**ACTION ITEM:** Lines below containing the word "名古屋中環状線" should be copied out.
-- Opening Marker --
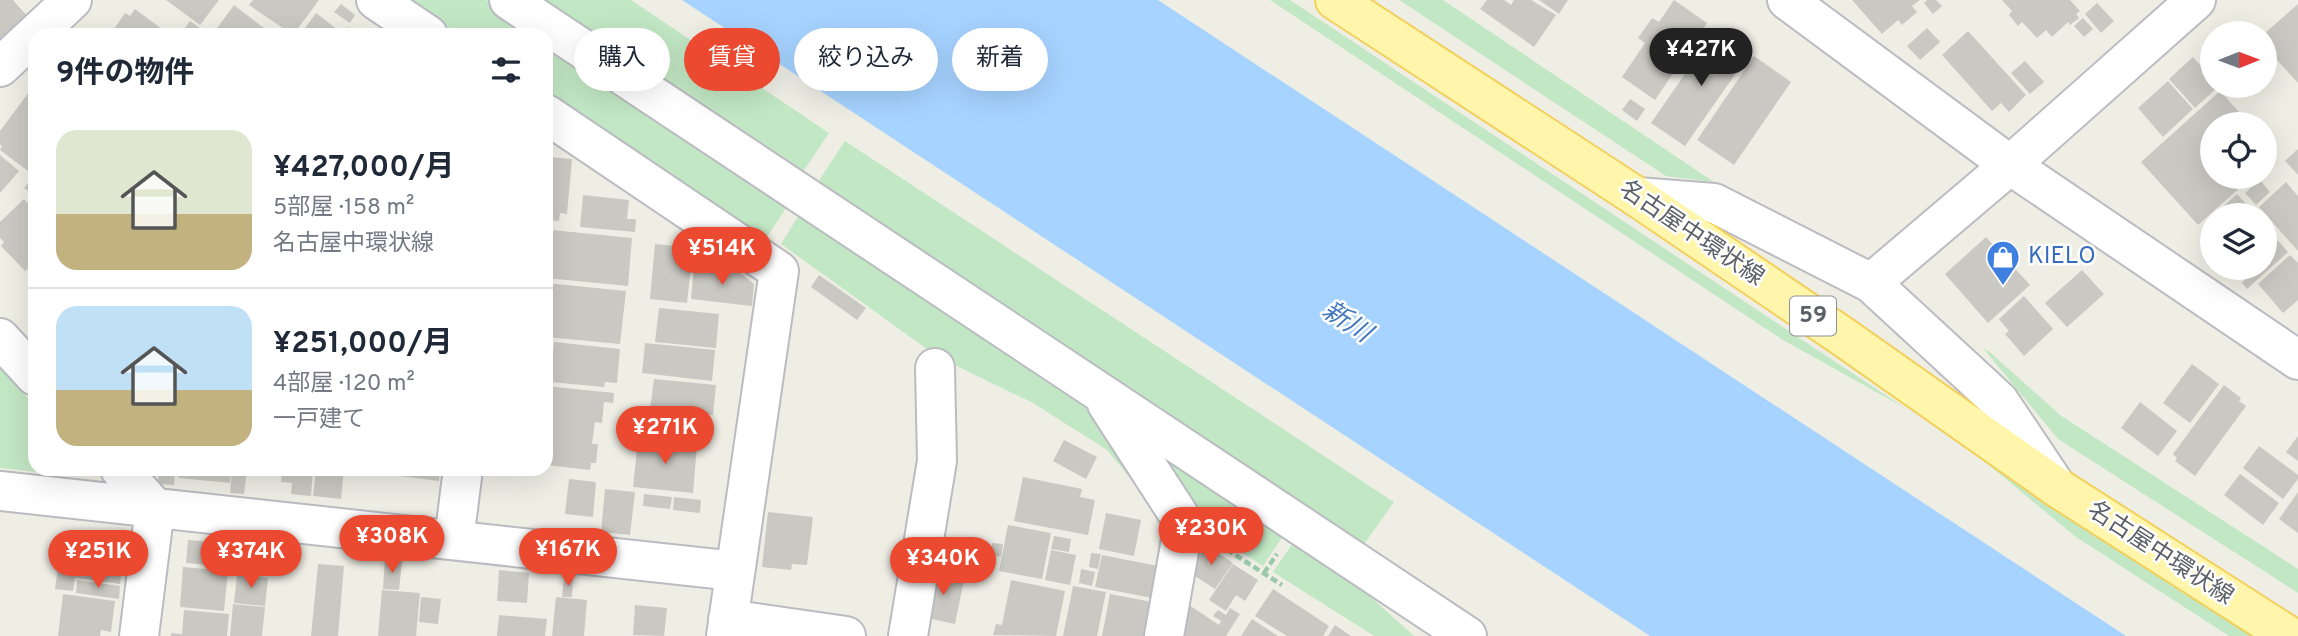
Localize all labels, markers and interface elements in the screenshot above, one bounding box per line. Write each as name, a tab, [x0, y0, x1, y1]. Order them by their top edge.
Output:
north arrow	[2200, 21, 2277, 98]
map controls	[2200, 21, 2277, 280]
chip: 購入	[574, 28, 670, 91]
chip: 賃貸	[684, 28, 780, 91]
chip: 絞り込み	[794, 28, 938, 91]
chip: 新着	[952, 28, 1048, 91]
pin: ¥427K	[1652, 28, 1750, 88]
text: ¥427K	[1665, 36, 1737, 65]
icon: filters	[487, 51, 525, 89]
text: 9件の物件	[56, 56, 194, 93]
button: locate	[2200, 112, 2277, 189]
text: ¥427,000/月	[273, 150, 455, 187]
icon: home	[112, 158, 196, 242]
street label: 名古屋中環状線	[1613, 175, 1769, 293]
text: 5部屋 · 158 m²	[273, 194, 414, 223]
button: layers	[2200, 203, 2277, 280]
pin: ¥514K	[673, 228, 771, 287]
text: 名古屋中環状線	[273, 230, 434, 259]
text: ¥514K	[688, 235, 756, 264]
shop icon: KIELO	[1984, 238, 2022, 287]
place label: KIELO	[2028, 242, 2096, 272]
water label: 新川	[1315, 295, 1379, 353]
road number: 59	[1790, 296, 1836, 336]
text: ¥251,000/月	[273, 326, 453, 363]
icon: home	[112, 334, 196, 418]
text: 4部屋 · 120 m²	[273, 370, 415, 399]
text: 一戸建て	[273, 406, 365, 435]
pin: ¥271K	[616, 406, 714, 466]
text: ¥271K	[632, 414, 698, 443]
street label: 名古屋中環状線	[2081, 496, 2239, 612]
pin: ¥230K	[1162, 508, 1260, 567]
text: ¥230K	[1175, 515, 1247, 544]
pin: ¥308K	[343, 516, 441, 575]
text: ¥308K	[355, 523, 429, 552]
pin: ¥167K	[519, 528, 617, 588]
pin: ¥251K	[49, 530, 147, 590]
pin: ¥374K	[202, 530, 300, 590]
text: ¥167K	[535, 536, 601, 565]
text: ¥251K	[64, 538, 132, 567]
text: ¥374K	[217, 538, 285, 567]
pin: ¥340K	[894, 538, 992, 597]
text: ¥340K	[906, 545, 980, 574]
-- Closing Marker --
**ANSWER FOR THE TASK:**
street label: 名古屋中環状線	[1613, 175, 1769, 293]
text: 名古屋中環状線	[273, 230, 434, 259]
street label: 名古屋中環状線	[2081, 496, 2239, 612]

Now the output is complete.